Specifically, Jaql allows you to select, join, group, and filter data that is stored in HDFS, much like a blend of Pig and Hive. Jaql’s query language was inspired by many programming and query languages, including Lisp, SQL, XQuery, and Pig. Jaql is a functional, declarative query language that is designed to process large data sets. For parallelism, Jaql rewrites high-level queries, when appropriate, into “low-level” queries consisting of MapReduce jobs.
What is a Jaql Query?
Much like a MapReduce job is a flow of data, Jaql can be thought of as a pipeline of data flowing from a source, through a set of various operators, and out into a sink (a destination).
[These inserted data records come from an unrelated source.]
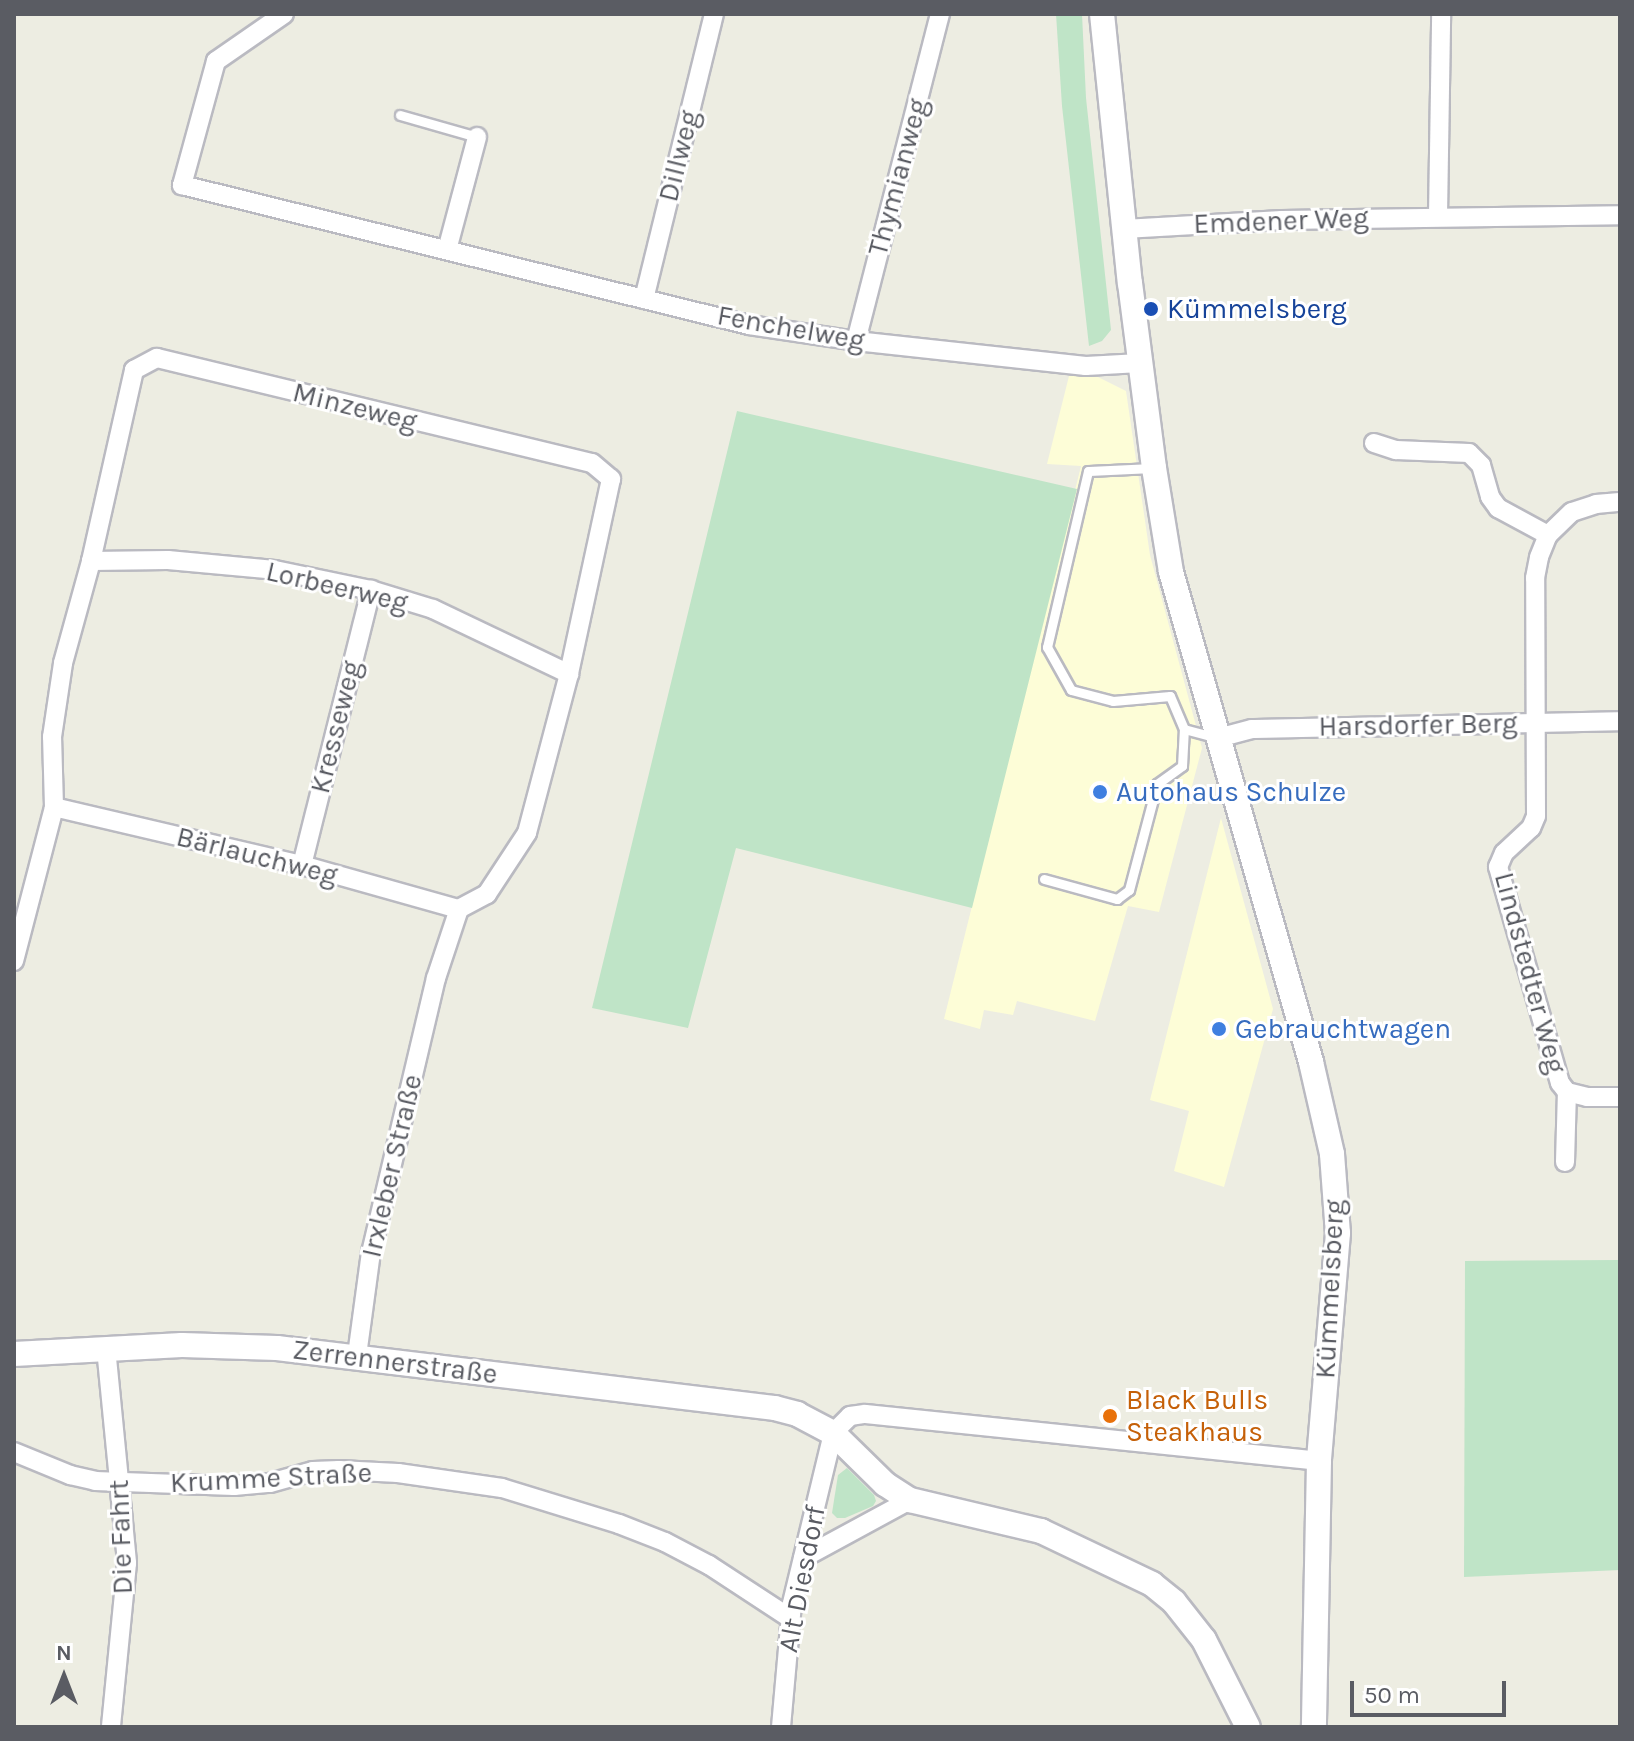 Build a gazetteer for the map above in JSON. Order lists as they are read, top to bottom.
{
  "streets": {
    "main road": ["Kümmelsberg", "Zerrennerstraße"],
    "street": [
      "Dillweg",
      "Thymianweg",
      "Emdener Weg",
      "Fenchelweg",
      "Minzeweg",
      "Lorbeerweg",
      "Harsdorfer Berg",
      "Kresseweg",
      "Bärlauchweg",
      "Lindstedter Weg",
      "Irxleber Straße",
      "Krumme Straße",
      "Die Fahrt",
      "Alt Diesdorf"
    ]
  },
  "crossings": [
    ["Dillweg", "Fenchelweg"],
    ["Thymianweg", "Fenchelweg"],
    ["Emdener Weg", "Kümmelsberg"],
    ["Fenchelweg", "Kümmelsberg"],
    ["Minzeweg", "Lorbeerweg"],
    ["Minzeweg", "Bärlauchweg"],
    ["Minzeweg", "Irxleber Straße"],
    ["Lorbeerweg", "Kresseweg"],
    ["Harsdorfer Berg", "Lindstedter Weg"],
    ["Harsdorfer Berg", "Kümmelsberg"],
    ["Kresseweg", "Bärlauchweg"],
    ["Bärlauchweg", "Irxleber Straße"],
    ["Irxleber Straße", "Zerrennerstraße"],
    ["Zerrennerstraße", "Die Fahrt"],
    ["Zerrennerstraße", "Alt Diesdorf"],
    ["Krumme Straße", "Die Fahrt"],
    ["Krumme Straße", "Alt Diesdorf"]
  ],
  "places": [
    "Kümmelsberg",
    "Autohaus Schulze",
    "Gebrauchtwagen",
    "Black Bulls Steakhaus"
  ],
  "scale_bar": "50 m",
  "north": "top"
}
The operand used to signify flow from one operand to another is an arrow: ->. Unlike SQL, where the output comes first (for example, the SELECT list), in Jaql, the operations listed are in natural order, where you specify the source, followed by the various operators you want to use to manipulate the data, and finally the sink.
What is JSON?
Before we get into the Jaql language, let’s first look at the popular data interchange format known as JSON, so that we can build our Jaql examples on top of it. Application developers are moving in large numbers towards JSON as their choice for a data interchange format, because it’s easy for humans to read, and because of its structure, it’s easy for applications to parse or generate.